Breast-feeding has been shown to reduce ear infections, respiratory illness, and bouts of diarrhea in infants, she said. A small study recently showed a slight but significant decrease in the level of obesity in breast-fed children in Kentucky and a number of other states. That study focused on families receiving food assistance through the WIC, or Women, Infants and Children, program.

Chertok said a study of 14,000 people across eight European countries also supported the idea that breast-feeding helped curb childhood obesity.

Chertok said breast-fed babies seem to develop a better biological signal to make them feel full.

“Once a baby already learns their satiety cures, which is obviously they learn very early that can affect them for a lifetime,”she said.

She says researchers are finding health benefits can stretch to adulthood as well. She explains breast-feeding helps create a healthy microbiome, or the many different bacterial species that makeup our digestive system.

That, she said, “affords us protection against autoimmune diseases such as diabetes.”

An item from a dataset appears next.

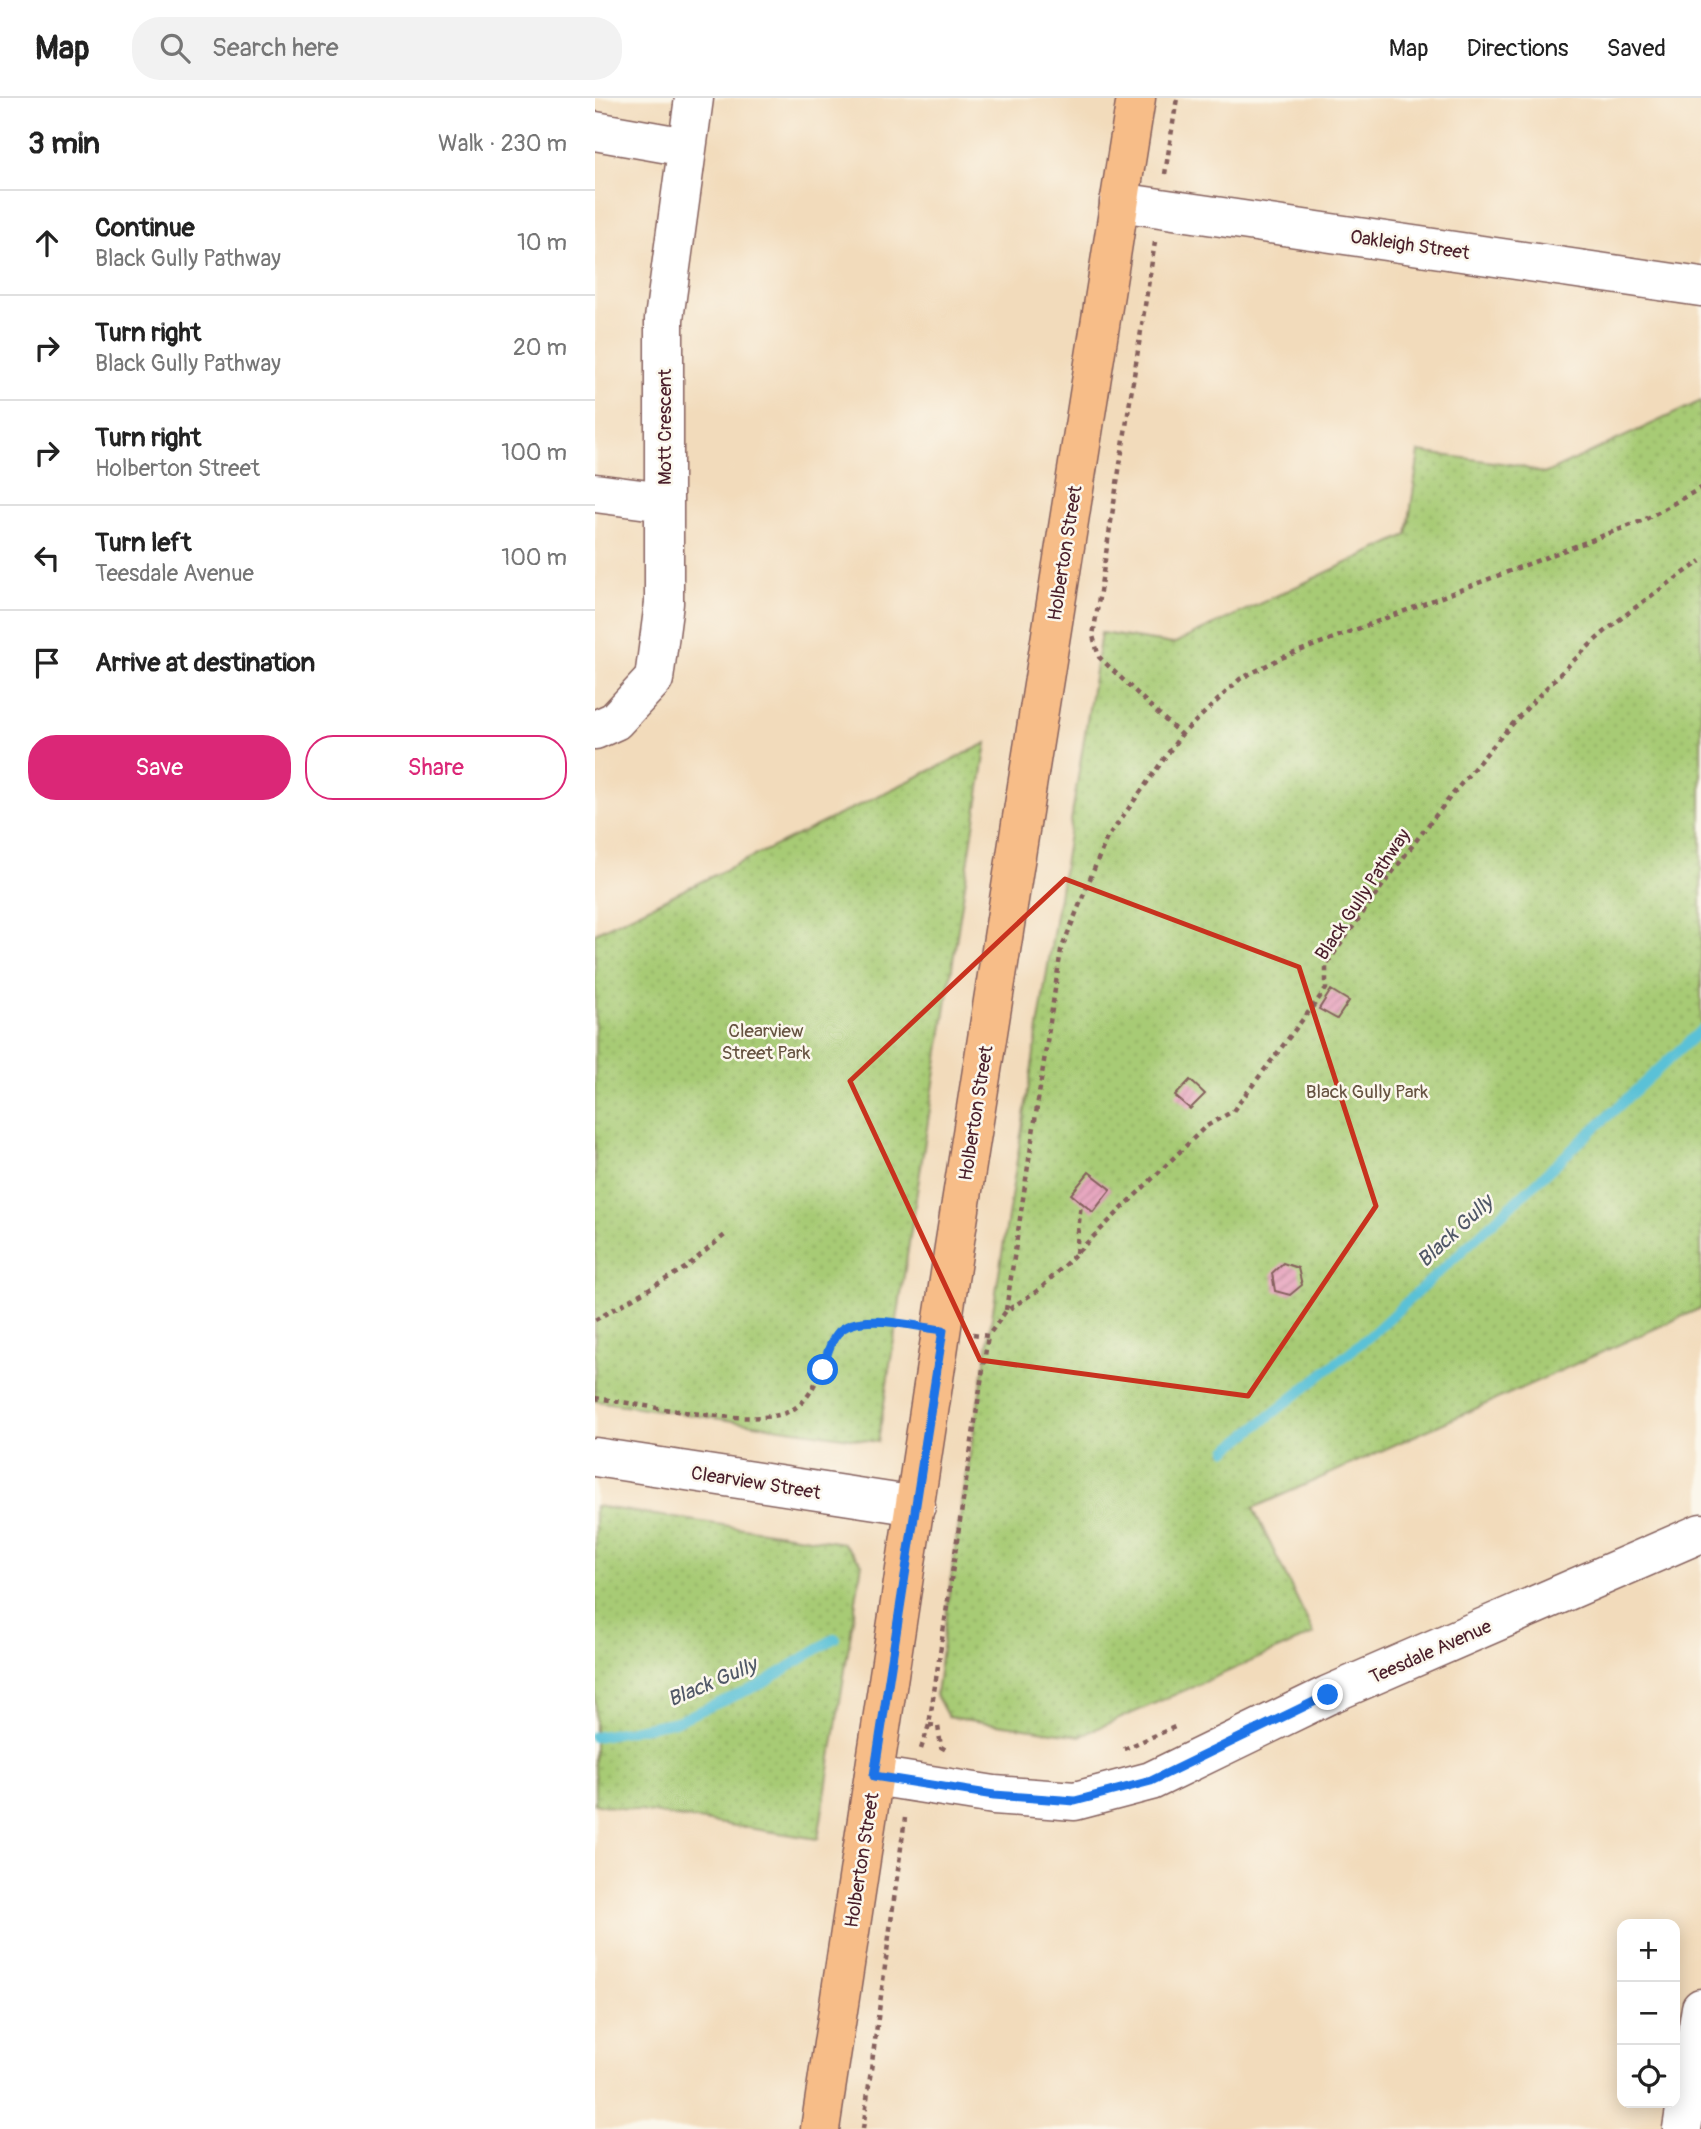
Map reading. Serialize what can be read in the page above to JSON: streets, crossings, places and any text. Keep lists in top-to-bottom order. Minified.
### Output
{"streets":{"main road":["Holberton Street"],"street":["Oakleigh Street","Mott Crescent","Clearview Street","Teesdale Avenue"],"path":["Black Gully Pathway"]},"crossings":[["Oakleigh Street","Holberton Street"],["Holberton Street","Clearview Street"],["Holberton Street","Teesdale Avenue"]],"water":["Black Gully"],"parks":["Clearview Street Park","Black Gully Park"],"page":{"header":"Map","search":"Search here","nav":["Map","Directions","Saved"],"heading":["3 min","Walk · 230 m"],"list":[["Continue","Black Gully Pathway","10 m"],["Turn right","Black Gully Pathway","20 m"],["Turn right","Holberton Street","100 m"],["Turn left","Teesdale Avenue","100 m"],"Arrive at destination"],"buttons":["Save","Share"],"map_buttons":["+","−"]}}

“Human milk has these bio-active components that help guide infants’ immunologic and metabolic development,” she said. “It really positively influences metabolic health.”

One Latch At A Time

Chertok said there have been lots of efforts to try to promote breast-feeding and the numbers show progress. In Kentucky, for example there was a 15 percentage point increase in breast-feeding between 2009 and 2014.

Earlier this year, some 50,000 women at synchronized events around the world simultaneously began nursing during the annual “Big Latch On.” Lexington lactation expert Doraine Bailey led the countdown for dozens of women sitting in a grassy park, breasts and infants at the ready.

She stood, hand in the air, and gave the countdown.  

“Ready, set, latch!”

What followed next was mostly the quiet of babies nursing.

Bailey works for the Lexington-Fayette County Health Department. She said the increased support for nursing mothers through lactation consultants, health departments and volunteers means breast-feeding rates throughout the region are only going to continue to improve.

High-quality information is more readily accessible to mothers, she said. Even “Dr. Google” can play a positive role and more connections are possible via social media groups.

“We’ve just spent the last generation really improving the quality and quantity of the research that was done to really understand the breast,” she said. “It is not as mysterious as we’ve been making it.”

At the “Latch On,” mom Katie Saltz helped her daughter, Gwen, crack the code. After a few seconds, Gwen, emits a loud “gulp” followed by praise from Mom.

“She’s a pretty good eater. I’ve been blessed to have three kids that are good latchers,” she said.  

And Bailey said that’s how the health benefits from breast-feeding will continue to grow: One Mom and baby, one latch-on at a time.